TASK PROMPT
Scan the entries below for "Circle" and copy each line that holds it.

───── MATERIAL FOR THE TASK ─────

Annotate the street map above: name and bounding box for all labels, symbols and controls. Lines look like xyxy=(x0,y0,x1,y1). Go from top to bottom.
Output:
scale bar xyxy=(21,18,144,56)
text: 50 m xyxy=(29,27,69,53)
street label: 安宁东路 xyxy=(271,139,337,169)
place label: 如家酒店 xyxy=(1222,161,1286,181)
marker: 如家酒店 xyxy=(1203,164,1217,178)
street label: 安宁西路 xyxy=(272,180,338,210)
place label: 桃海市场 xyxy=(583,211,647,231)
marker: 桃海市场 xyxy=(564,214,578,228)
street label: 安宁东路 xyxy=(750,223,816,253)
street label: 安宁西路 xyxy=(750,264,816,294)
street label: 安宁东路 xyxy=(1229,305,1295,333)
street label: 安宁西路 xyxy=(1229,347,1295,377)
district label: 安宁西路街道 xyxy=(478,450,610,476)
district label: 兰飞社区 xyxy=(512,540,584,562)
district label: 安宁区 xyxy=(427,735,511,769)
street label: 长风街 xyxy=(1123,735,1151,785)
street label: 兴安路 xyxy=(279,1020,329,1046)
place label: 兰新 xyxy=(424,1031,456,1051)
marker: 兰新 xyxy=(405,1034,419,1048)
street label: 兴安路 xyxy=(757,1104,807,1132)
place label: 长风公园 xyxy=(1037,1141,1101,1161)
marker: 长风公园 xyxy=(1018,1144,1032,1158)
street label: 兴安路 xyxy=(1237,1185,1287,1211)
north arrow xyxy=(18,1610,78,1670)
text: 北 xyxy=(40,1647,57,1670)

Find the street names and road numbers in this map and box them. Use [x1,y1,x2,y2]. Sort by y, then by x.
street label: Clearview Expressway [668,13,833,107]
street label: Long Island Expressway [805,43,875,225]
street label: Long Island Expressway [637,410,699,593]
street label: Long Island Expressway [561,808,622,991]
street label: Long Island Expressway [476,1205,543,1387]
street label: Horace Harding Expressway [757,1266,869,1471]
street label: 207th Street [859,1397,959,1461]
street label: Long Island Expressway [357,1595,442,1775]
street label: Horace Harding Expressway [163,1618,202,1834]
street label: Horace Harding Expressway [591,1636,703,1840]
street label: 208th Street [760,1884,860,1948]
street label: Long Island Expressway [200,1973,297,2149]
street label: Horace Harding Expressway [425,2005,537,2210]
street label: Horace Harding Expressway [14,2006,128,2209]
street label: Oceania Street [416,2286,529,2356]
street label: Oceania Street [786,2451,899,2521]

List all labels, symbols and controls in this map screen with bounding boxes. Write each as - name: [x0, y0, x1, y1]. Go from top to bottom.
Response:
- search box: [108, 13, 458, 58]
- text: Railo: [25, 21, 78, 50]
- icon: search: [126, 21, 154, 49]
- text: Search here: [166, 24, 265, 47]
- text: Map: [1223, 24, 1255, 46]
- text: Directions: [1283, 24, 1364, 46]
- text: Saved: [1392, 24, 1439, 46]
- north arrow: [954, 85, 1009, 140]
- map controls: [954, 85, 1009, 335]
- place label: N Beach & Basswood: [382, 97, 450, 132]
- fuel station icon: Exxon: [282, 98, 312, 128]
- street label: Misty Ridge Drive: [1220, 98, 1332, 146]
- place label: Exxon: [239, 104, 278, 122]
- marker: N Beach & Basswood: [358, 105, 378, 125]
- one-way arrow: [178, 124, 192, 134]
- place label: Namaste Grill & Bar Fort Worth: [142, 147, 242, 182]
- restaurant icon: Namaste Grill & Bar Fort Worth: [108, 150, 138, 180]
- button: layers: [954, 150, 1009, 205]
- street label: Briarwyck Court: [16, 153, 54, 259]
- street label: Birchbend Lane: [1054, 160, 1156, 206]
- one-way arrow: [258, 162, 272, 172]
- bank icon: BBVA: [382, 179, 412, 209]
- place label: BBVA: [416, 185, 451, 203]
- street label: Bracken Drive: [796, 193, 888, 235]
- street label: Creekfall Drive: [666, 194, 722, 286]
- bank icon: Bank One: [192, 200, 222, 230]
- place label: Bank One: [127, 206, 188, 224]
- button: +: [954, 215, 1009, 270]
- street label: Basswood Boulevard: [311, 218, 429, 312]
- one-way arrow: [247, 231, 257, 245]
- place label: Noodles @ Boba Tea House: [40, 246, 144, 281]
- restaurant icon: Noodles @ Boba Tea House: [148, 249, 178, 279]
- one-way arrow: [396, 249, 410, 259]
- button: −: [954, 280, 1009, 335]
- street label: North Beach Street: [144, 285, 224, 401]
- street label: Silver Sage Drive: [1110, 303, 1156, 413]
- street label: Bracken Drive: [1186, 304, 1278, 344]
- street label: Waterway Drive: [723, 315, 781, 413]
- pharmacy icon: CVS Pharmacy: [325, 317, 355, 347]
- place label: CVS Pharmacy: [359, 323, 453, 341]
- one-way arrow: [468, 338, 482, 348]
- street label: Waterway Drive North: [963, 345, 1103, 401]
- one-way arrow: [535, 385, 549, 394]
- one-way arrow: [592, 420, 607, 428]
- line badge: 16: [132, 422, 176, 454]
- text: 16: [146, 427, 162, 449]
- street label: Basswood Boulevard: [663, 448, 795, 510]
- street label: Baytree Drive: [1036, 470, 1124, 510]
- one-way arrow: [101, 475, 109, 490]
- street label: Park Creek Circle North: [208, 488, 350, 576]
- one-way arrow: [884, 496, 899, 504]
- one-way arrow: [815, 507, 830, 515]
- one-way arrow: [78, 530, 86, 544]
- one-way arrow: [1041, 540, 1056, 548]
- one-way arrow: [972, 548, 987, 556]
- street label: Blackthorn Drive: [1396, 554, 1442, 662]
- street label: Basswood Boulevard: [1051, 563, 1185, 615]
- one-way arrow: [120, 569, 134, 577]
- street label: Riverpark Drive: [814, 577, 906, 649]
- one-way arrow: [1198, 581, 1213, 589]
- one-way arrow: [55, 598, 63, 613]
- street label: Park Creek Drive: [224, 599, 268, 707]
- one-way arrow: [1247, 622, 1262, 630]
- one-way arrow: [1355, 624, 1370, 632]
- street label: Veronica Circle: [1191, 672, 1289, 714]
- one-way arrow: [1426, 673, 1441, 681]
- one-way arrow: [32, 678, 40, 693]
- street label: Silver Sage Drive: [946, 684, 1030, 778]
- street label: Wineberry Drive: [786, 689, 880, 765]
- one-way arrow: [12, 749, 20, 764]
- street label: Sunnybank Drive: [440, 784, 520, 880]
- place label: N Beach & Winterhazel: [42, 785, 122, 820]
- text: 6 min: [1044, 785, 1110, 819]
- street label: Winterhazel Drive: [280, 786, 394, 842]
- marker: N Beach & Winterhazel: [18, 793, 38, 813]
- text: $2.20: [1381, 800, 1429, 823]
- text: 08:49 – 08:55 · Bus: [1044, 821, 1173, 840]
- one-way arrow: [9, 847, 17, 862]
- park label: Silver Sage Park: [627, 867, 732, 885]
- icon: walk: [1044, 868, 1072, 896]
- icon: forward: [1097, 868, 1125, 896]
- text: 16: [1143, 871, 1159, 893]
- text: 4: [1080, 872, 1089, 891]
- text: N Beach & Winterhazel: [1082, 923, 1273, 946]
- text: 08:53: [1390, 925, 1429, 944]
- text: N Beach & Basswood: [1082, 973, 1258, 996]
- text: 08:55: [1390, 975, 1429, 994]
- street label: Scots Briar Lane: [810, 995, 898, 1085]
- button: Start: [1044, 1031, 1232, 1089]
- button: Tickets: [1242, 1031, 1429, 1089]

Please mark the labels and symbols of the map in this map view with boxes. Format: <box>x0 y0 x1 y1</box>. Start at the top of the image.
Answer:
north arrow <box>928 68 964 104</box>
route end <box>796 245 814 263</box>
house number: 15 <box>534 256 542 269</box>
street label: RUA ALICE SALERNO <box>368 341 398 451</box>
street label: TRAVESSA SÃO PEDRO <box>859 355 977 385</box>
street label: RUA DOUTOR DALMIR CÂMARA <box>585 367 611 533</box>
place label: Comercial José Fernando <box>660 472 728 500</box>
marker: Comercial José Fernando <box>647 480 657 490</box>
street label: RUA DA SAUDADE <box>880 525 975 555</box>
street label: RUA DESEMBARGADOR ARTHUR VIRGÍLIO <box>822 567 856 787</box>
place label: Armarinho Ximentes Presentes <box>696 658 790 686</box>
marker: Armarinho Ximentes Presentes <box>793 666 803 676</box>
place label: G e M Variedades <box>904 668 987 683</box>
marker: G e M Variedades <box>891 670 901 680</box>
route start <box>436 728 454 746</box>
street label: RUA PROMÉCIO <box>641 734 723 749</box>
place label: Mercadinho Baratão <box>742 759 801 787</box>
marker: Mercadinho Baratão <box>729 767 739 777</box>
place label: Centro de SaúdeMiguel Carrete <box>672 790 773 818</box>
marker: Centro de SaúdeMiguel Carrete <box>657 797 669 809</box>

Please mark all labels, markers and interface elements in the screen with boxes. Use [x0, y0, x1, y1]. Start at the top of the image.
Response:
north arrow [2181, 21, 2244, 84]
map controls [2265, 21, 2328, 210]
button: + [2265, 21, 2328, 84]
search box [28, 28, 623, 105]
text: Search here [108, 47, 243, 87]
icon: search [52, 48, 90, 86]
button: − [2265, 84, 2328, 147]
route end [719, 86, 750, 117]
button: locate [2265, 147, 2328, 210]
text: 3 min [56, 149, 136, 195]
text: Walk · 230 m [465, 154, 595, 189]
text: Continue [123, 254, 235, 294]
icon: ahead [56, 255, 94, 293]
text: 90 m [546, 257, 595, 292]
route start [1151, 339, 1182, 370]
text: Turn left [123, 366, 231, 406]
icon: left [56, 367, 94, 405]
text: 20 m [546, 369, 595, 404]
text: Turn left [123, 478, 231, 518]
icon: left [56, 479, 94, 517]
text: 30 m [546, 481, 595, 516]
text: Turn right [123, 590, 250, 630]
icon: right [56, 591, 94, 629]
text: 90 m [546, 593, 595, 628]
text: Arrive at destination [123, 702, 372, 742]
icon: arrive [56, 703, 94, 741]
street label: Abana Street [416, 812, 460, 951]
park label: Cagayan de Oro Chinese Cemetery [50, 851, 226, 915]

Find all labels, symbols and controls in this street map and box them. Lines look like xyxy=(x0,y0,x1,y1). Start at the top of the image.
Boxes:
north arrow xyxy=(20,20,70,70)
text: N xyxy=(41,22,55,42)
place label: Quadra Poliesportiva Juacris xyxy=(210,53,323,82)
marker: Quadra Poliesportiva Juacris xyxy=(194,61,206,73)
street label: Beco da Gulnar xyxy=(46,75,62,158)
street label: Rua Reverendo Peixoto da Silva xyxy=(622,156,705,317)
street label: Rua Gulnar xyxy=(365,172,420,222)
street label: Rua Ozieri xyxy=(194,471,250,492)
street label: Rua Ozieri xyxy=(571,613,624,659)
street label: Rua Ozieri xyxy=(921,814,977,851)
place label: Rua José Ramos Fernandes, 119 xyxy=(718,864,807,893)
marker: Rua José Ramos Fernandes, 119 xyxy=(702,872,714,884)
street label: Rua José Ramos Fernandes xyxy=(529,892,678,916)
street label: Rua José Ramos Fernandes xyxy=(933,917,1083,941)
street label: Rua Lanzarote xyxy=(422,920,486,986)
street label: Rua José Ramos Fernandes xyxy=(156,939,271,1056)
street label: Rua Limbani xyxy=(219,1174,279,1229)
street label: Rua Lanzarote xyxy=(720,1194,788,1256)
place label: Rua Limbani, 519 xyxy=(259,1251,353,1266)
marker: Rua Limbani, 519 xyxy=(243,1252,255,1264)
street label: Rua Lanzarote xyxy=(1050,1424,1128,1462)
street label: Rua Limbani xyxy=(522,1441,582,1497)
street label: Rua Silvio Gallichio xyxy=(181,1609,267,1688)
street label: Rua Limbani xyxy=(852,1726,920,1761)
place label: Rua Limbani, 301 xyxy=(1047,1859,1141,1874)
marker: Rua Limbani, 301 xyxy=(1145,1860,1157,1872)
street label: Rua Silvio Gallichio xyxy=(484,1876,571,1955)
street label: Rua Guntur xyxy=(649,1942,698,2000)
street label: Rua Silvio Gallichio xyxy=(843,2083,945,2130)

─────

ANSWER TO THE PROBLEM
- street label: Park Creek Circle North: [208, 488, 350, 576]
- street label: Veronica Circle: [1191, 672, 1289, 714]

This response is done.